** Input data follows **

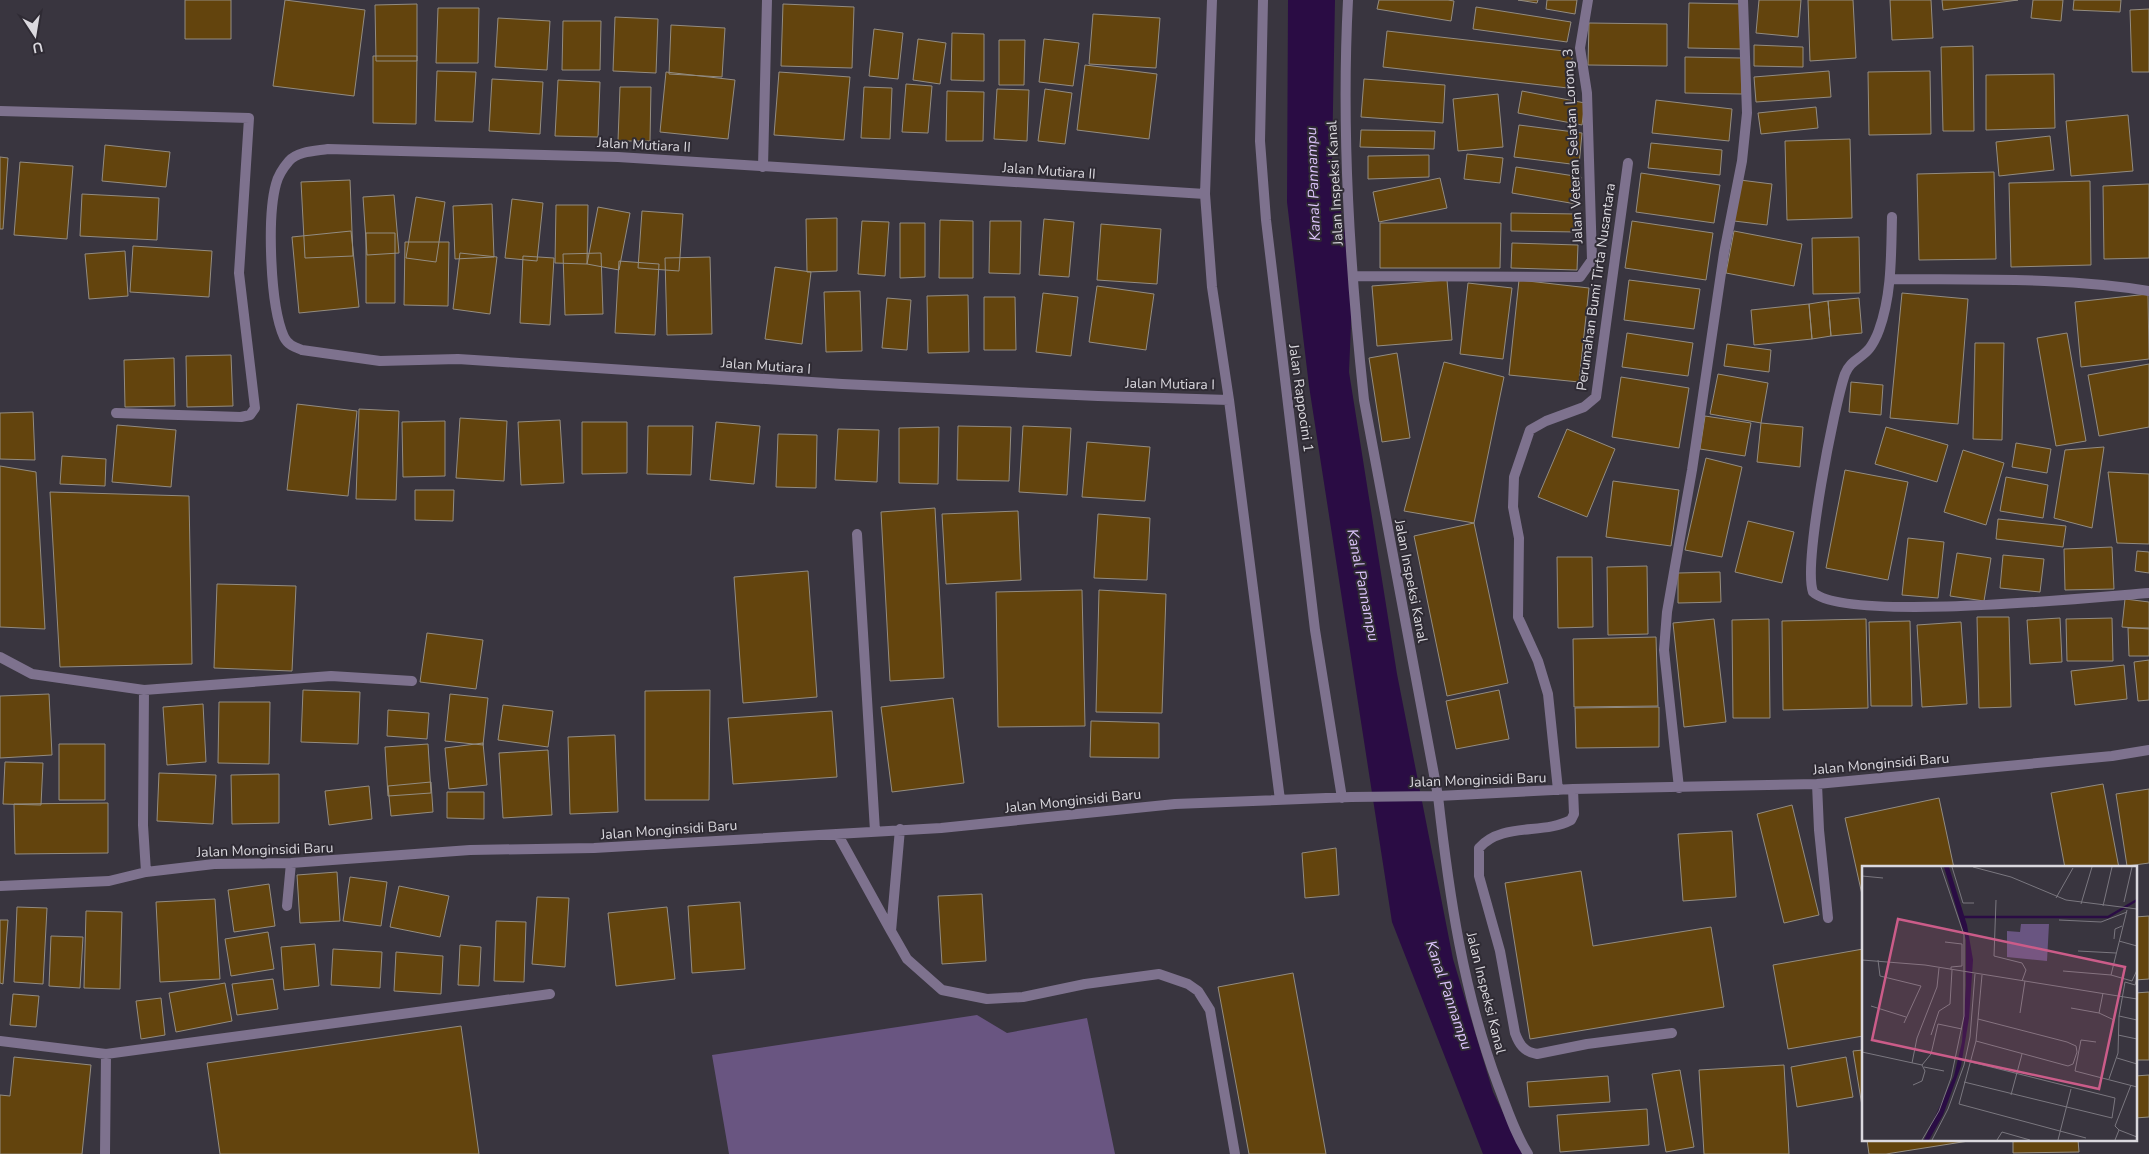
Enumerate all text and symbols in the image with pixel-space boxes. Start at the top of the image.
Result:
north arrow [10,10,60,60]
text: U [31,37,45,58]
street label: Jalan Veteran Selatan Lorong 3 [1558,48,1588,245]
street label: Jalan Inspeksi Kanal [1322,119,1348,247]
water label: Kanal Pannampu [1301,127,1325,241]
street label: Jalan Mutiara II [596,133,691,157]
street label: Jalan Mutiara II [1001,158,1096,184]
street label: Perumahan Bumi Tirta Nusantara [1572,182,1620,392]
street label: Jalan Rappocini 1 [1284,342,1318,453]
street label: Jalan Mutiara I [719,353,812,379]
street label: Jalan Mutiara I [1124,374,1215,394]
street label: Jalan Inspeksi Kanal [1390,517,1432,645]
water label: Kanal Pannampu [1342,527,1384,643]
street label: Jalan Monginsidi Baru [1811,749,1950,780]
street label: Jalan Monginsidi Baru [1408,768,1547,792]
street label: Jalan Monginsidi Baru [1003,784,1142,818]
street label: Jalan Monginsidi Baru [599,816,738,844]
street label: Jalan Monginsidi Baru [195,838,334,862]
inset map [1862,866,2136,1142]
street label: Jalan Inspeksi Kanal [1461,929,1511,1057]
water label: Kanal Pannampu [1421,938,1477,1052]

** End of Input data **

> Exercise objective
Give only the number of lines in the records that include the word "Mutiara".

> Answer space
4